As a trained professional chef, with a degree in culinary arts from one of the top culinary schools in the U.S. who has spent over a decade bumbling through some world-class restaurants setting things on fire, few can appreciate food and wine tasting quite like I do. With regional flavors that have evolved over thousands of years, it surely began as something anecdotal, with a skew towards localism (what grows together, goes together, after all). Nowadays, music pairings for wine has gone beyond being widely accepted… It’s academic. There is science – thoughtfully studied, carefully explored and applied – behind the ever-evolving concepts associated with the marriage of food and wine. To wit, chefs, sommeliers, winemakers, and food/beverage scientists have delved deeper into the mysterious taste/sensation of umami and are now building layered ‘umami-bombs’ of aged cheeses, with dried seaweeds, fermented vegetables and the like… to be paired with skin-contact white wines (potentially umami-containing, but as of yet unproven). That’s just one example, but you can imagine the combinations and permutations are truly limitless. And yes, while even the experts will disagree on the viability of a specific pairing, no one seems to disavow the notion that food and wine tasting is a real and tangible thing, with a marked impact on the palate of any wine lover.

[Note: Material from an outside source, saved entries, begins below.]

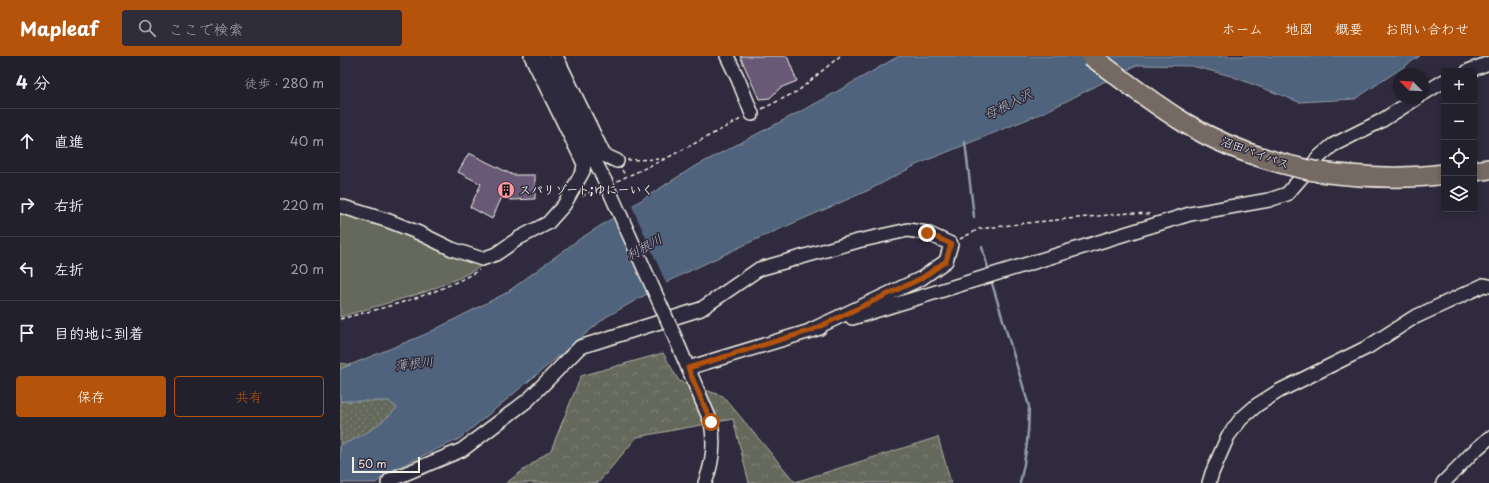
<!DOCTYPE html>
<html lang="ja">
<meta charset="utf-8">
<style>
:root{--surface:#23202e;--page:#2f2d3a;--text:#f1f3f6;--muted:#a3a3aa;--line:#403e4a;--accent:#b45309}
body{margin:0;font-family:"Playpen Sans","Klee One",sans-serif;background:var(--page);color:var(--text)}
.controls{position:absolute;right:12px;top:12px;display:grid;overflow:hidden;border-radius:4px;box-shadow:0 2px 6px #0003}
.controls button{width:36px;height:36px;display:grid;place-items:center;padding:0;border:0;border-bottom:1px solid var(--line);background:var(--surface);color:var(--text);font:20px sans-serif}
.compass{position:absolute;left:1053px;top:12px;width:36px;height:36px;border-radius:50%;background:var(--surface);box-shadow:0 2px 6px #0003;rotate:294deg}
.scale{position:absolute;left:12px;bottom:10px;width:68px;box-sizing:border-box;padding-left:4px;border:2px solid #f4f1e8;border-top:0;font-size:11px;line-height:14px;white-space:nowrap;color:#f4f1e8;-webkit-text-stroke:3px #2f2a3d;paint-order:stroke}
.stop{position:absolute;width:12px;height:12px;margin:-9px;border:3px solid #b45309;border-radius:50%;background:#fff}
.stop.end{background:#b45309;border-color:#fff;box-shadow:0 1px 4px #0008}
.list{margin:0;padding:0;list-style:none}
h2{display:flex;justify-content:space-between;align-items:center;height:52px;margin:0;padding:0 16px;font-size:17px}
h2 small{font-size:13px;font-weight:400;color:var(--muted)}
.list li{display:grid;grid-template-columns:26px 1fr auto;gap:12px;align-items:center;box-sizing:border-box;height:64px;padding:0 16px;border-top:1px solid var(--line)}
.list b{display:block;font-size:15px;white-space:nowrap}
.list em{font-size:13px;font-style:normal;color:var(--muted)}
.actions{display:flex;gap:8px;padding:12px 16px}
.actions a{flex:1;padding:9px 0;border:1px solid var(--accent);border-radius:4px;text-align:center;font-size:14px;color:var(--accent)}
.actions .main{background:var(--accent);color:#fff}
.icon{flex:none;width:22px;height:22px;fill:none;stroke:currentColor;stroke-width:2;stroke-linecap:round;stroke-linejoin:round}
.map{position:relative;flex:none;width:1149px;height:427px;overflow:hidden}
header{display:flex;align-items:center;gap:24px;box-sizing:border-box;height:56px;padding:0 20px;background:var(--accent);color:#fff}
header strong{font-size:19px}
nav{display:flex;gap:22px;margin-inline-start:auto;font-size:14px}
.search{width:280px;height:36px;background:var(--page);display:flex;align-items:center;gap:10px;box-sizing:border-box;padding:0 14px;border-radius:4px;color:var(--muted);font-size:15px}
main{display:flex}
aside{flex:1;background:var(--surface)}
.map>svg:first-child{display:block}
</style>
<header>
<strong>Mapleaf</strong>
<div class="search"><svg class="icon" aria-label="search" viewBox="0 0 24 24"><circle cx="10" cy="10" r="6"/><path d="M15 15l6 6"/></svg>ここで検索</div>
<nav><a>ホーム</a><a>地図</a><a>概要</a><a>お問い合わせ</a></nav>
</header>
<main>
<aside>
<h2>4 分<small>徒歩 · 280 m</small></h2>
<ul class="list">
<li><svg class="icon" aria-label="ahead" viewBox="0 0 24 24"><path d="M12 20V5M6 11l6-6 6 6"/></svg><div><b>直進</b></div><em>40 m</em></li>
<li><svg class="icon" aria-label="right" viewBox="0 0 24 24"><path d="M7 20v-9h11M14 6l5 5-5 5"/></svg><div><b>右折</b></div><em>220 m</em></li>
<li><svg class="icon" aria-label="left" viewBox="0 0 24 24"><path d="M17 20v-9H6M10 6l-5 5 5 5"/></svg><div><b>左折</b></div><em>20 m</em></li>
<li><svg class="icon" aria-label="arrive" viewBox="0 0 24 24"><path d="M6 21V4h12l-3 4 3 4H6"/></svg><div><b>目的地に到着</b></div></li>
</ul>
<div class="actions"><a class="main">保存</a><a>共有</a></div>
</aside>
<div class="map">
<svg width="1149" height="427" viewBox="0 0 1149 427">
<defs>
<pattern id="grass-dots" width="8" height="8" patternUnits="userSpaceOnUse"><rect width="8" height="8" fill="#65695b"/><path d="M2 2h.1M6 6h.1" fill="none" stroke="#7c7f73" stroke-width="1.8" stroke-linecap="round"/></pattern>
<pattern id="forest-crowns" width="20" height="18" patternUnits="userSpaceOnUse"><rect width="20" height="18" fill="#65695b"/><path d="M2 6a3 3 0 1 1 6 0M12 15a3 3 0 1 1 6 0" fill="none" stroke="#7c7f73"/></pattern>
</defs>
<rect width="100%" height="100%" fill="#2f2a3d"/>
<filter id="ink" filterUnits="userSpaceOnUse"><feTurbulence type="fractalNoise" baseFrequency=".025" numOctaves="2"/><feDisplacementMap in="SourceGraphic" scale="8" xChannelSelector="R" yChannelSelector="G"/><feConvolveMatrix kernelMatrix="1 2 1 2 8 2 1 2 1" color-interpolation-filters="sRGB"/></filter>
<g filter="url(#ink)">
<!-- grass -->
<path fill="url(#grass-dots)" stroke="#acada2" d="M0,307L151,329L0,427Z"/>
<!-- forest -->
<path fill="url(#forest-crowns)" stroke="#acada2" d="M323,297L339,325L383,340L455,426L598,381L611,427H409L393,363L297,381L258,427H166L211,394L241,320Z"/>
<!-- park -->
<path fill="#65695b" stroke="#acada2" d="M0,152L149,206L119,222L85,236L0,261Z"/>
<!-- water -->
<path fill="#50637b" stroke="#929ca7" d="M559,0H1080L1015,43L959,46L891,20L852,10L797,9L705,56L578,108L529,134L415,184L339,220L266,261L119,383L48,416L36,427H0V389C22,382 41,368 57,352L49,345H0V313L86,278L166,237L238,184L352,112L482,44Z"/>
<!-- pier -->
<path fill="#2f2a3d" d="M291,148L327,229L309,239L273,159Z"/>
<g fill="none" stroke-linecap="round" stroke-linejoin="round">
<!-- stream -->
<g stroke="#929ca7" stroke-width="2.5">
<path d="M625,86L634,161"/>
<path d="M642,191L649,215"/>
<path d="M651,224L689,350C689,376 686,402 680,427"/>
</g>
</g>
<!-- building -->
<g fill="#685a76" stroke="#f4f1e8">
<path d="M400,0H447L457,25L440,32L430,42L419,43Z"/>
<path d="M129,97L173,119H195V143L172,144L162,141L152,163L130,151L141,128L118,116Z"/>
</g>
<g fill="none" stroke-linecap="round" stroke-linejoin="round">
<!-- minor casing -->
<g stroke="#f4f1e8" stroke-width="16">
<g id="minor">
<path d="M202,0L265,125"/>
<path d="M216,0L264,99L277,105"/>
<path d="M387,0L398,23L412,58"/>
<path d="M1128,15L1149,7"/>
<path d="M1083,38L1104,25"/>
<path d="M0,150L49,165L79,177L112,193L142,203L156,198L179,182L208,167L224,149L243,115L244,108L191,0"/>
<path d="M512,262L850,158L929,144L947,138L980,100L993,89L1041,65L1077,42"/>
<path d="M334,279L371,366C375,388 373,406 365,427"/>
<path d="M348,312L480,272"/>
<path d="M48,427L50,424L122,394L188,344L240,291L361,253L419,213L518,185L568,174L587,177L611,188L606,205L582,222L471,274"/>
<path d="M869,427L872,417L888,380L901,363L917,349L939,335L1028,291L1073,262L1144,229L1149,230"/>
<path d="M1103,427L1132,397L1149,382"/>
</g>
</g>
<!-- highway casing -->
<g stroke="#f4f1e8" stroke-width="22">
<g id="highway">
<path d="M1134,115L1149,113"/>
<path d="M979,116C1020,121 1062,124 1104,118"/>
</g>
</g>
<!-- path -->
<g stroke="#f4f1e8" stroke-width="1.5" stroke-dasharray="4 3" stroke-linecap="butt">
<path d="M422,53L458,35L500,0"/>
<path d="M287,104L325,103L403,62"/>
<path d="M282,114L286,121"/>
<path d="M277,125L325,103"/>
<path d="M242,140L257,133"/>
<path d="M620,183L639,173L686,167L789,157L812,158"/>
<path d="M0,263C47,251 97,239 139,214"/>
</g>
<!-- minor -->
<use href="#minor" stroke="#2f2a3d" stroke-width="13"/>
<!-- highway -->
<use href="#highway" stroke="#756964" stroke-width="19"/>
<!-- minor-bridge casing -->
<g stroke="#f4f1e8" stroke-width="16" stroke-linecap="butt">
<path id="minor-bridge" d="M265,125L334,279"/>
</g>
<!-- highway-bridge casing -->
<g stroke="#f4f1e8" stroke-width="22" stroke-linecap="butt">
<path id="highway-bridge" d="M751,0C781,23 812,47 845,67C886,92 932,107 979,116"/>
</g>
<!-- minor-bridge -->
<use href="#minor-bridge" stroke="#2f2a3d" stroke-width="13"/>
<!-- highway-bridge -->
<use href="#highway-bridge" stroke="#756964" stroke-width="19"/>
</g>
</g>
<g fill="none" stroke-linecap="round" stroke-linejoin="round" filter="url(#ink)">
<!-- route -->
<path stroke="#b45309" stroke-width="5" d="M371,366L348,312L472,274L582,222L606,205L611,188L587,177"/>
</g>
<!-- icons -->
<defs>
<g id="building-disc" transform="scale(0.9)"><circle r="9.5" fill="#ff9aa2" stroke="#2f2a3d"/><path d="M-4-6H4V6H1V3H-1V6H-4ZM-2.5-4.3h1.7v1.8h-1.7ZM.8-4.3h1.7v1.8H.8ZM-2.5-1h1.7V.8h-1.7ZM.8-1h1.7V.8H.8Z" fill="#111"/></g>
</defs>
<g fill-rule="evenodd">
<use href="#building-disc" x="166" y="134"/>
</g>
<g text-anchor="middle" stroke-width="3" stroke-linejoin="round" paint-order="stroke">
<!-- street labels -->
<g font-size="12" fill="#f4f1e8" stroke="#2f2a3d">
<text transform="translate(915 97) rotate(20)" y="4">沼田バイパス</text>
</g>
<!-- poi labels -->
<g font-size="12" font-weight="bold" fill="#f4f1e8" stroke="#2f2a3d" text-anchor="start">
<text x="179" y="138">スパリゾート;ゆにーいく</text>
</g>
<!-- water labels -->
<g font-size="13" font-style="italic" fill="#b2b8bc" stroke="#2f2a3d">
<text transform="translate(668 48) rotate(-27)" y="5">母根入沢</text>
<text transform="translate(304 191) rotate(-29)" y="5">利根川</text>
<text transform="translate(74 307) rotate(-7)" y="5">薄根川</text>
</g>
</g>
</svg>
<div class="controls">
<button>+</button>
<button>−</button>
<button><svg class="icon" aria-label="locate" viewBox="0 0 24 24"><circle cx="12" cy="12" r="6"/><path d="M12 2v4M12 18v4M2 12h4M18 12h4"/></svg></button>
<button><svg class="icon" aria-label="layers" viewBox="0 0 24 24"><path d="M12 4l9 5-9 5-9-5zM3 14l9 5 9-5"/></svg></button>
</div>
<svg class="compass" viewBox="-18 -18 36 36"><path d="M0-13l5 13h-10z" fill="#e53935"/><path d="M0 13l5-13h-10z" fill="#a3a3aa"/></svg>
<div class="scale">50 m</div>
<div class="stop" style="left:371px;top:366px"></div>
<div class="stop end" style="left:587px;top:177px"></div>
</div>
</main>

But music pairings? Could there be a style of music that really pairs best with a specific wine? Now that’s a different animal altogether. Well, wineries pay close attention to the music that is played in tasting rooms, and some vignerons have tried playing music in their vineyards to encourage growth. Here at First Bottle, we’re big believers that these belong together – why else would we take the time to offer up a unique song recommendation for each wine we feature? We’ve even crafted a Spotify playlist for you all to enjoy. Some on the First Bottle staff firmly believe in the emerging science behind it, as well. Consider it the neuroscience of musical theory… sprinkled with connections to the neurosensory receptors that light up the brain’s pleasure centers when drinking a cherry-bomb zinfandel or eating a steak. If things like a chorus, or a prolonged guitar solo can be crafted (or engineered even?) to elicit a specific mood, (G&R’s November Rain comes to mind) is it really a stretch to imagine that an engineered harmony of the perfect song with the right bottle of chardonnay could also elicit a particular response? Or conversely, that a dissonance of the wrong song would negatively impact the tannins of an otherwise stellar pinot noir?

Now the detractors, cold and soulless as they are, will say that music and wine theory is shaky science at best, and a non-sequitur at worst. We’re certainly in the murky waters of new discovery here and the strands of this multisensory theory remain loosely intertwined and far from tied off. Clark Smith, in his thoughtful exploration Postmodern Winemaking dedicates an entire essay entitled “Liquid Music” dedicated to the multisensory defense of music and wine pairing. In his introduction, he opens up to his naysayers, saying, “I am tackling in prose a realm that is utterly experiential. Without real-life familiarity, you are likely to think I am simply nuts.”

It’s the modern day difference between listening to Jimi and hearing Jimi, I suppose. Smith goes on to present modern advances that are allowing this debate to continue and potentially one day, lead to the sort of peer-reviewed, science-affirmed publications that now exist in the food and wine realm. With advanced use of Functional MRI’s, electro-encephalography (EEC) and positron emission tomography (PET) scans, we are now able to monitor and record brain activity in real-time. With further study, the magical alchemy of why Grand Cru Chablis seemingly synergizes with Adele’s Turning Tables (and yet the same tune makes Calistoga petite sirah seem metallic, disjointed and incomplete) may be revealed.

For what is magic if not science yet to be explained? Synesthesia is a well-documented phenomena that may hold the key to understanding the connections behind the multisensory experience of music and wine pairing. For years, the afflicted were almost universally denounced as drug-addled, unstable, lying or just straight insane. Now we know better. If you can hear colors, surely it is possible that the brain can simultaneously fire neurons to the same pleasure centers when tasting cabernet sauvignon and rocking out to the Rolling Stones? Uncapping a bottle of dry Riesling to the melodies of a Puccini opera? Glugging a blend of red wines while headbanging to KISS? Ella Fitzgerald… and… Pinot? You tell us in the comments.

At the end of the day, we’re not likely to get black and white “objective” truths here. No one will force you to listen to MMM Bop even if it goes perfectly with Provencal Rosé. So just breathe…

Or better still… start training your brain to develop multisensory connections of your own choosing and become the first wine synesthete, and let us know how it works out!

Until then, cheers to good tunes, tasty bites and great wines!